Greener grass?

Greener grass?

Gary Meyer | Tuesday, 27 March 2018

Readers of these “front page” posts have probably noticed that a couple writers are either currently on long-planned saltwater trips or are getting ready for one. I hope the trips exceed their wildest dreams. I cannot help but chuckle over the fact that I am also looking forward to an upcoming trip, but mine is in the opposite direction: away from the salt and up to the sweet water streams where trout are the prize.

I am not sure what that says about us fly anglers. Speaking for myself, I know it is not because I have everything so well figured out that I am bored with success. Far from it!
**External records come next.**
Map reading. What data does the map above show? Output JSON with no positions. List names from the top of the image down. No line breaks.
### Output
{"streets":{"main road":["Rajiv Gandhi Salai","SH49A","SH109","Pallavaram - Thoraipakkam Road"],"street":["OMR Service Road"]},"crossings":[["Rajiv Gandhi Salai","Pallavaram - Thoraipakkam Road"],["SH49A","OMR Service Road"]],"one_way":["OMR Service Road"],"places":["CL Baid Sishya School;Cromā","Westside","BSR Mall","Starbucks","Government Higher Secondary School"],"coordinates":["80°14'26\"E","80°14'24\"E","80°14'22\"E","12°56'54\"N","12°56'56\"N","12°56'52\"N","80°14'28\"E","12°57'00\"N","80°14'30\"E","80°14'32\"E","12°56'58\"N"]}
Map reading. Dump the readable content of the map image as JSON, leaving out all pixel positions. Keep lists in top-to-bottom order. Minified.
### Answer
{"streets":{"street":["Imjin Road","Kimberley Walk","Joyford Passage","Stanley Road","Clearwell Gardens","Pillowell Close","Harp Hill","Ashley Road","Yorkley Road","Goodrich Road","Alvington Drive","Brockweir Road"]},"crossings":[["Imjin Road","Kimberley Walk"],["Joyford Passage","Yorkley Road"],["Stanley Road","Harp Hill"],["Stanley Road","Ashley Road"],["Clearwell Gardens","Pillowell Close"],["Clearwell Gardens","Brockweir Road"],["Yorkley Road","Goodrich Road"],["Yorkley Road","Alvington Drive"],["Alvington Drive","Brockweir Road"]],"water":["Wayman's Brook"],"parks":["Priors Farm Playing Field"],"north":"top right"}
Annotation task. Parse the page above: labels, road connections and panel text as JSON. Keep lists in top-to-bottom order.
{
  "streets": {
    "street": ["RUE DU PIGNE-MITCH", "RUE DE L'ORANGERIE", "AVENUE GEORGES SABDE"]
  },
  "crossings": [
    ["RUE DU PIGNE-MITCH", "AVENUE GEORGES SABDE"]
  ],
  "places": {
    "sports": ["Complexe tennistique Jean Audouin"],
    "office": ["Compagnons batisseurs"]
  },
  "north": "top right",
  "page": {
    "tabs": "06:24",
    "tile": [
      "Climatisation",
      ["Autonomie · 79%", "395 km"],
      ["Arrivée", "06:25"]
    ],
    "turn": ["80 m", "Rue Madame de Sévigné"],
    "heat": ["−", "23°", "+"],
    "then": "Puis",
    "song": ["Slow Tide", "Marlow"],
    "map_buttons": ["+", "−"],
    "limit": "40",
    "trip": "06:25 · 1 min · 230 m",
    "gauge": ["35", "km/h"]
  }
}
If anything, the saltwater fishing that I do most often is getting more challenging every year.

Maybe it is just a need for some change of scenery? Me personally, on one hand, I’m hoping to extend my stay in a cooler climate. The sun and fun of South Florida is great but it can get rather relentless after 6 months of it or so. By heading north and up in elevation I’m hoping to put off the oncoming heat for a bit longer than usual. A friend recently commented that I was tempting fate by heading to the mountains in mid-April, implying that I might get caught in a late season cold front. I’m not sure why they thought that would be unlucky?


My other incentive is simple curiosity. So many anglers that I know believe trout fishing is the ultimate application of our art. I have caught a glimpse but I am still a bit skeptical of it being the Holy Grail.  Do not most anglers simply target the quarry that is local?


What I do appreciate is the technical nature of the casting. Long ago, a fishing buddy who has become a rather good professional guide down here in saltwater land knocked his trout angling clients as being poor casters. He protested that they lacked distance and made too many false casts, lacking the ability to get the fly to the fish with expediency. Years later, after he made his first trout fishing trip, he sheepishly confessed to not being able to catch a trout: he lacked the ability to present a flyline with enough finesse to achieve a drag free float. There is more to casting a fly than accuracy, speed, and distance apparently.


So, my next few weeks will be filled with tying flies of unbelievably tiny dimensions compared to what I have spent decades making. Luckily, it is reported that the trout in the Smoky Mountains are more opportunists than specialists, so matching specific hatches will not be necessary. I’ll still need to stock up on miniature hooks and new materials. Then I just need to dress the hooks.


 I’ll let y’all know how that goes. Or maybe not.